# Fisher Hydraulic Fluid?



## CPSS (Mar 15, 2002)

We run mostly Fisher electric/hydraulic units on our trucks. Every year we change the fluid with genuine Fisher hydraulic oil. This year the Fisher dealer asked me why we dont just use ATF fluid. He said thats all they use. I know with the Myers, the genuine Meyers blue fluid really makes a difference ( we have one Meyers in the fleet), is Fisher different? ATF is a lot cheaper, but will we have problems? Its been real cold here the last few days ( -20 the other night, not wind chill, actually -20) and the Fisher units were very slow operating. One wouldnt raise at all untill we brought it in the shop to warm up.


----------



## fordman (Oct 31, 2001)

I think the only real difference between the Fisher fluid and normal ATF fluid is that Fisher's fluid is supposed to hold up better in cold temps.


----------



## wyldman (Jan 18, 2001)

I have used ATF in everything for years.I usually buy synthetic,no particular brand,just whatever is cheap.I usually get 5 gallon pails,and then just fill up smaller qt bottles for the trucks.The synthetic works better at cold temp,but I have never had a problem with regular ATF either in cold weather if every thing else is in good working order and the fluid is clean.

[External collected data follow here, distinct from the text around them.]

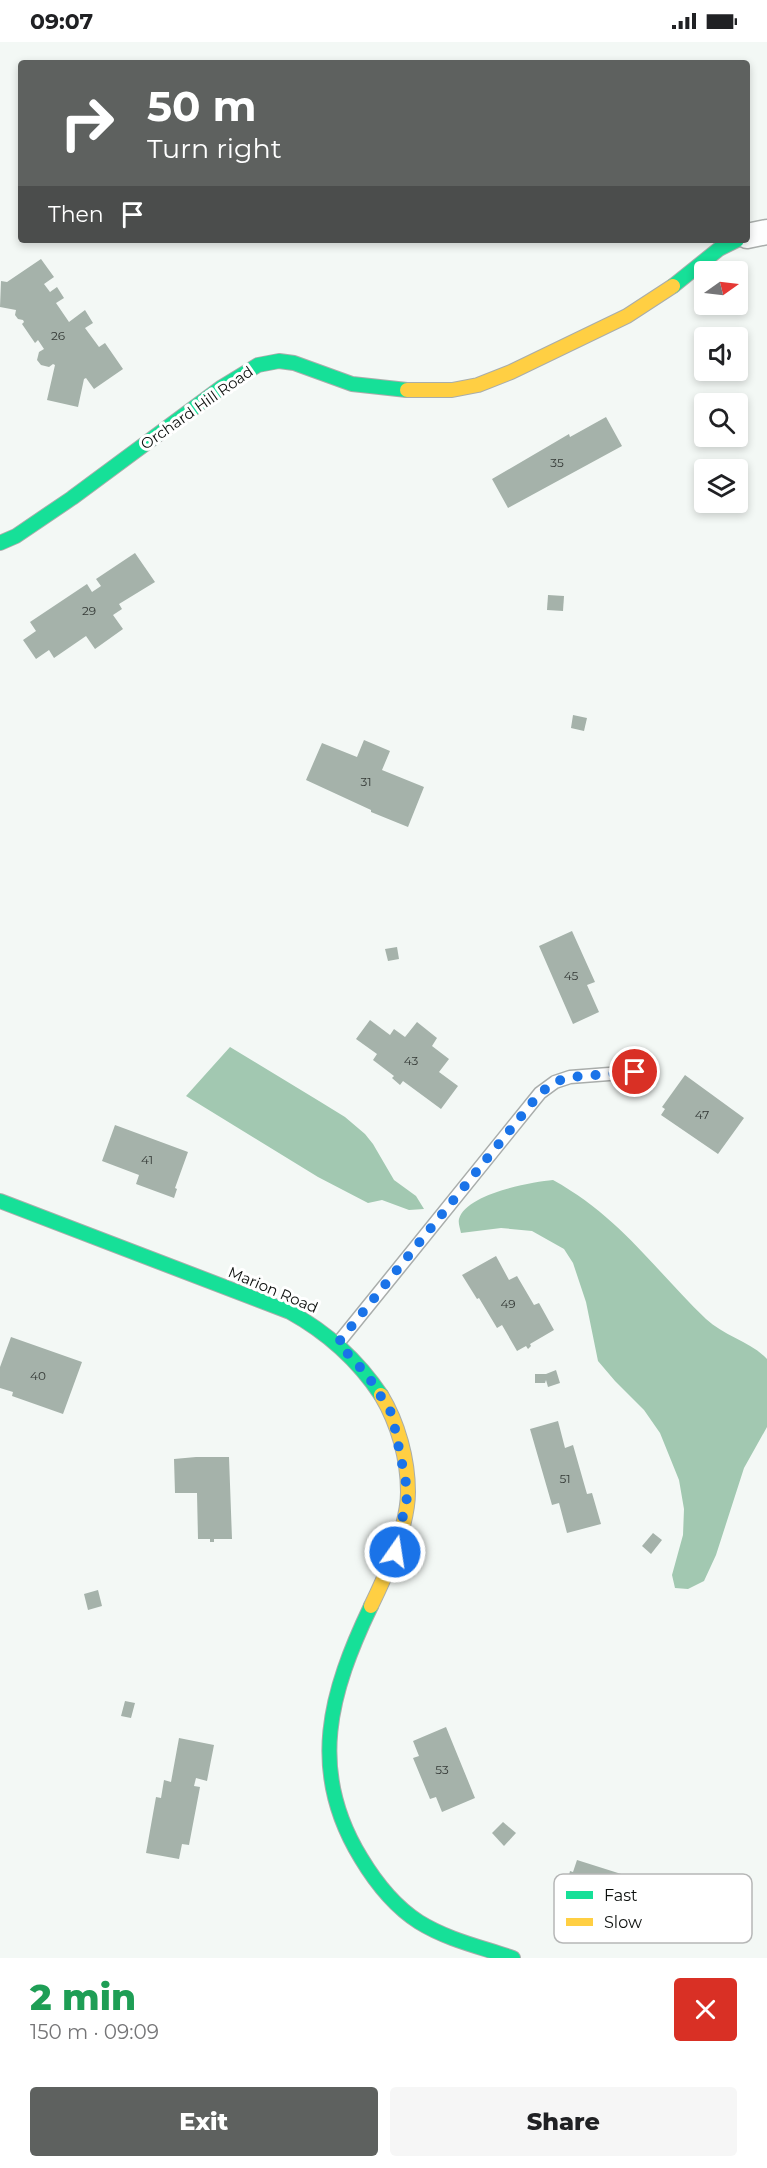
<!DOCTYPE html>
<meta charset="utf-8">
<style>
:root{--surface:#fff;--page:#f6f6f6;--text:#202124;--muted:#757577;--accent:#5e615f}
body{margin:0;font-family:Montserrat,sans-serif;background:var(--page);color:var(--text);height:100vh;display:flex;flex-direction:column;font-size:22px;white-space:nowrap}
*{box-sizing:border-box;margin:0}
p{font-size:20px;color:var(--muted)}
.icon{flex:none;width:33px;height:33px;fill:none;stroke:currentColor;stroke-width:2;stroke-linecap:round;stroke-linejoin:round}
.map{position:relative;height:1916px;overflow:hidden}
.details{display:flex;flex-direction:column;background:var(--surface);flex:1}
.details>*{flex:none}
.banner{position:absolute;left:18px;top:18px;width:732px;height:183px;border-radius:6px;box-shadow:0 3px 9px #0003;background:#5e615f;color:#fff;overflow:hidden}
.needle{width:39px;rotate:76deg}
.tools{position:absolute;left:694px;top:219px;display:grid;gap:12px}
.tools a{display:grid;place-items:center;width:54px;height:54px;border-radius:6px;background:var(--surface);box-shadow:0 3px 9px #0003;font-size:30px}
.pin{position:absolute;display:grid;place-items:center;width:51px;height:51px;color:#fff;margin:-26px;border:3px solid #fff;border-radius:50%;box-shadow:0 2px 6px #0007}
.me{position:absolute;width:66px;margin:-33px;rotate:13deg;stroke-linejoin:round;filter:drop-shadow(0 0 4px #0008)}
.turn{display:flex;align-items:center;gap:21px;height:126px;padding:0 30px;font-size:27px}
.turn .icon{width:78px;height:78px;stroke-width:2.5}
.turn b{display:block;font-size:42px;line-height:51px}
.then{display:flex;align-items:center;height:57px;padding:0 30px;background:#0003;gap:12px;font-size:22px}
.round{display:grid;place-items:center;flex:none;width:63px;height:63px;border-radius:6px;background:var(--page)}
.summary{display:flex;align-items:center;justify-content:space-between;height:102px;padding:0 30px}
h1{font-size:36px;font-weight:800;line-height:45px;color:#1e9e55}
.button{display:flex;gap:12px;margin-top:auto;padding:12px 30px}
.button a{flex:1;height:69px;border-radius:6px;background:var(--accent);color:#fff;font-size:24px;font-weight:800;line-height:69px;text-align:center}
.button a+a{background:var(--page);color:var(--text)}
.status{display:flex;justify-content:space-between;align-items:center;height:42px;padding:0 30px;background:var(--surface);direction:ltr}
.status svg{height:16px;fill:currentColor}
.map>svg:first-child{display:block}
</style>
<div class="status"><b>09:07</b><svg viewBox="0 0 49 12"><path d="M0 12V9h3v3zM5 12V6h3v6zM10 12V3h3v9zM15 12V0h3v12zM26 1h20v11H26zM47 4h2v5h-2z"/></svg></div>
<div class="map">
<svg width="767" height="1916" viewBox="0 0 767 1916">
<rect width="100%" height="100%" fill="#f3f8f5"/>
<g fill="#a2c8b1">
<path d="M 230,1005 L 319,1059 L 345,1075 L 365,1092 L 373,1102 L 394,1138 L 416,1154 L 424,1167 L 409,1168 L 382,1158 L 368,1161 L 318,1135 L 186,1054 Z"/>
<path d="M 553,1138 C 620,1175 653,1226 706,1277 C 724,1294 750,1299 767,1317 L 767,1385 L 744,1426 L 716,1513 L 704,1539 L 688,1547 L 675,1546 L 672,1533 L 683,1493 L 684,1467 L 679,1438 L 660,1391 L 644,1368 L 615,1339 L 598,1319 L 586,1260 L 573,1221 L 564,1207 L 532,1189 L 501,1186 L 461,1191 C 460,1186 458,1181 459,1177 C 466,1152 530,1140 553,1138 Z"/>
</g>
<g fill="#a5b2aa">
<path d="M 41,217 L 54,235 L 44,242 L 50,250 L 57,245 L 64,256 L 56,261 L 69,280 L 85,268 L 93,281 L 85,286 L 99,305 L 105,301 L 123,327 L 94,347 L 86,336 L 84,337 L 78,365 L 47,358 L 55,323 L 53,322 L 49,325 L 41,323 L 37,318 L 39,310 L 44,307 L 38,298 L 35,301 L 22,282 L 24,280 L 23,278 L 18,277 L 15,273 L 16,268 L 0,265 L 1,239 L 7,240 Z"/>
<path d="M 606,375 L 622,404 L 508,466 L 492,437 L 569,392 L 570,395 Z"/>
<path d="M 135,511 L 155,540 L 119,562 L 122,567 L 113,573 L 123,587 L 95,607 L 86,594 L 54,616 L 49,608 L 36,617 L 23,598 L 36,589 L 30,580 L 87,542 L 92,550 L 101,544 L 96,537 Z"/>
<path d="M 548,553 L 564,554 L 563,569 L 547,568 Z"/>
<path d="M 573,673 L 587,676 L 584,689 L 571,686 Z"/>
<path d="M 364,698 L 390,709 L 382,728 L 424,745 L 408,785 L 371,770 L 371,768 L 306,738 L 322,701 L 357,715 Z"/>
<path d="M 572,889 L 595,940 L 587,943 L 599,970 L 573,982 L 539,904 Z"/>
<path d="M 397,905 L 399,917 L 388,919 L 385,907 Z"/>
<path d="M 370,978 L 390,993 L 394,987 L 405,995 L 417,980 L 437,996 L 432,1004 L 449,1017 L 439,1030 L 458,1044 L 441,1067 L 403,1039 L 400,1043 L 392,1036 L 394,1034 L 373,1018 L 377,1012 L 356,997 Z"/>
<path d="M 685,1033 L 744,1076 L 718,1112 L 661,1073 L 665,1067 L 662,1065 Z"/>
<path d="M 115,1083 L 188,1110 L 175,1146 L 177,1147 L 174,1156 L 136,1142 L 139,1133 L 102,1119 Z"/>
<path d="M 496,1214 L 509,1238 L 517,1234 L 534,1263 L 539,1261 L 554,1288 L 530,1302 L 531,1304 L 528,1307 L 526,1304 L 517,1309 L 502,1283 L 497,1286 L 479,1256 L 477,1257 L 462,1233 Z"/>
<path d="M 11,1295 L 82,1320 L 63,1372 L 12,1354 L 13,1350 L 0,1346 L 0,1325 Z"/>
<path d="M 556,1328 L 560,1341 L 548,1345 L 546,1338 L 545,1341 L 535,1341 L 535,1332 L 546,1332 Z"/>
<path d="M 558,1379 L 565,1406 L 573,1403 L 587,1452 L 592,1451 L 601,1482 L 567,1491 L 559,1461 L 552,1463 L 530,1387 Z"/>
<path d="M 196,1415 L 229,1415 L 232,1497 L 214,1497 L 214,1500 L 210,1500 L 210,1497 L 198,1497 L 197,1451 L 175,1451 L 174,1417 Z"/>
<path d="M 653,1491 L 662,1498 L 651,1512 L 642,1504 Z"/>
<path d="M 98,1548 L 102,1564 L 88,1568 L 84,1552 Z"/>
<path d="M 125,1659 L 135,1661 L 131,1676 L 121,1674 Z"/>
<path d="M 446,1685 L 475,1756 L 442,1770 L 436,1755 L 430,1757 L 413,1716 L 419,1714 L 413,1699 Z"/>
<path d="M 179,1696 L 214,1703 L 207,1739 L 196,1736 L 194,1744 L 200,1745 L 189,1803 L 182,1802 L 179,1817 L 146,1811 L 156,1755 L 161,1756 L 164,1738 L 171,1740 Z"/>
<path d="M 503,1780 L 516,1791 L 504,1804 L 492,1791 Z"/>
<path d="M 577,1818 L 656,1843 L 646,1874 L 566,1851 L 571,1834 L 569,1833 L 570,1829 L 573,1830 Z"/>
</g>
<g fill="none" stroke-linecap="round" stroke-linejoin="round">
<defs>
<path id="lane" d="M 339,1300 L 540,1051 L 555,1040 L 570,1035 L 635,1030"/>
<path id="street" d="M 747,194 L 767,190"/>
<g id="fast">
<path d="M 673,244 L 719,207 L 737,198"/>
<path d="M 0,501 L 16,494 L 72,456 L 222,345 L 258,323 L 279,319 L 294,321 L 352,342 L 407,348"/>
<path d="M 0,1159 L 290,1270 C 328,1291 357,1317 381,1353"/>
<path d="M 371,1564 C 330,1650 307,1728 361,1816 C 376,1841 394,1864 419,1880 C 448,1898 481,1905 513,1916"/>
</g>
<g id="slow">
<path d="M 407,348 L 452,348 L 478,343 L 511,330 L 627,274 L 673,244"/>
<path d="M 371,1564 C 386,1533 408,1485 408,1450 C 408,1417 398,1381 381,1353"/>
</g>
</defs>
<use href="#lane" stroke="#a9adab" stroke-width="15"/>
<use href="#street" stroke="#a9adab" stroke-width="27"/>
<use href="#fast" stroke="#a9adab" stroke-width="16"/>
<use href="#slow" stroke="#a9adab" stroke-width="16"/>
<use href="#lane" stroke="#fdfefe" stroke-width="12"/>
<use href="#street" stroke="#fdfefe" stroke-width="24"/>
<use href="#fast" stroke="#16e098" stroke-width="14"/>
<use href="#slow" stroke="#ffcf43" stroke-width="14"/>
</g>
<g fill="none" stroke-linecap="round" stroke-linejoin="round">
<path stroke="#1a73e8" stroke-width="10" stroke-dasharray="0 18" d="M 395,1510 L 408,1451 L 392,1372 L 368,1334 L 338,1301 L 540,1051 L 555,1040 L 570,1035 L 635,1030"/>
</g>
<g text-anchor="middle" stroke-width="6" stroke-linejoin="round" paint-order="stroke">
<g font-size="12" fill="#333835">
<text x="58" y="298">26</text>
<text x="557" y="425">35</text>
<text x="89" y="573">29</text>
<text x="366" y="744">31</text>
<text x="571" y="938">45</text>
<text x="411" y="1023">43</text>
<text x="702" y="1077">47</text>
<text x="147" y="1122">41</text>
<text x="508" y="1266">49</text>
<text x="38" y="1338">40</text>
<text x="565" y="1441">51</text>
<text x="442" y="1732">53</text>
</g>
<g font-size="15" fill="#0d100e" stroke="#fff">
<text transform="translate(197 366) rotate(-35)" y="5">Orchard Hill Road</text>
<text transform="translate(273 1248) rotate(23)" y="5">Marion Road</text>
</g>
</g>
<rect x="554" y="1832" width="198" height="69" rx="9" fill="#fff" stroke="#b6b7b7" stroke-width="1.5"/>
<rect x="566" y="1849" width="27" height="8" fill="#16e098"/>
<rect x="566" y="1876" width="27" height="8" fill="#ffcf43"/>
<g font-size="16" fill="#0d100e">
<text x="604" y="1859">Fast</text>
<text x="604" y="1886">Slow</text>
</g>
</svg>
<div class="tools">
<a><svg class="needle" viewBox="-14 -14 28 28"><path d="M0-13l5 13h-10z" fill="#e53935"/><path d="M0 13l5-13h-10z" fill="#757577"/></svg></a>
<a><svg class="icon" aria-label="sound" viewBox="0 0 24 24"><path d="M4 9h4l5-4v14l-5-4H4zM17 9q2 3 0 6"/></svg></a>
<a><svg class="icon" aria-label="search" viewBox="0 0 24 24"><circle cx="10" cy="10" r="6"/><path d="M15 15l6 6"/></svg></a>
<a><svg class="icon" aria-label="layers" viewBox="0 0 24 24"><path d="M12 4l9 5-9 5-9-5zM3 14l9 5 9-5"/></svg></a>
</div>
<div class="pin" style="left:635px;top:1030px;background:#d93025"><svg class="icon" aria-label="arrive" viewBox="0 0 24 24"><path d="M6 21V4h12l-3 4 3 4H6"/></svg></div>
<svg class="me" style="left:395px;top:1510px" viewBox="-20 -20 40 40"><circle r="17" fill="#1a73e8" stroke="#fff" stroke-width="3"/><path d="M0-11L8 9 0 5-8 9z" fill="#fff"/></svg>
<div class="banner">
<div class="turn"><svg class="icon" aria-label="right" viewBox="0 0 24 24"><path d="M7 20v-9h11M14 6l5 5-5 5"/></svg><div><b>50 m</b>Turn right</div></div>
<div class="then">Then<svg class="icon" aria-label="arrive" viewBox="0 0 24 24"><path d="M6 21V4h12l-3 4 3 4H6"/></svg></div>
</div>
</div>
<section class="details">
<div class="summary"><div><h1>2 min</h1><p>150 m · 09:09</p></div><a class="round" style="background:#d93025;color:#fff"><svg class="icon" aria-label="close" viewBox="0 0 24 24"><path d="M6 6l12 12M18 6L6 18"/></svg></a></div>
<div class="button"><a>Exit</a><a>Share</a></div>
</section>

If your units are getting slow in the cold,or freezing up,then you have moisture in the system.Flush EVERYTHING out,and change the fluid to synthetic ATF.Should take more than 3-4 qts to flush everything and refill a unit.

It was really cold here lately too,and we have had no problems.Might want to check your motors too,as the end housing bushings get worn,and really slow them down too.


----------



## Leethehandyman (Jan 8, 2003)

CPSS....The Fisher oil I ran in my powerpack was synthetic. It ran about 6 bucks a quart, but I could only get it from the Fisher dealer. I am now running ATF with no problem ,just change it often(seasonal) to keep the water out. The one advantage I find with the ATF is availablity. Running an 86 Chevy I aways have fluid on hand ,just in case!


----------



## 66Construction (Jan 26, 2001)

The plow I bought this season has fisher hydraulic fluid in it. I don't like it. When it's -10 @ 5 am the plow is very very slugish. The first few times I drop it,it goes slower then it raises. I've never had problem with atf as long as it was flushed at the begining of the season. The dealer says to just put atf in it but I keep the Hydraulic fluid because that's what the plow came with, I wouldn't want to have an issue if something were to go wrong with the pump.
Casey


----------



## CPSS (Mar 15, 2002)

Thanks for all the replies!


----------



## plowman6977 (Oct 1, 2003)

*atf vs meyer*

at our shop we use meyer blue oil all the way around on all equipment fisher, meyer, hiniker, western. the blue oil has an additive to help with the lower temps. it gets alittle costly but the meyer yellow oil has the additives in it. the only difference I can see with yellow oil is that it mixes easier with other oils.


----------



## PLOWMAN45 (Jul 2, 2003)

i would stick with fisher fluid or the blue stuff, the atf i have seen in westerns if its not broke not fix it


----------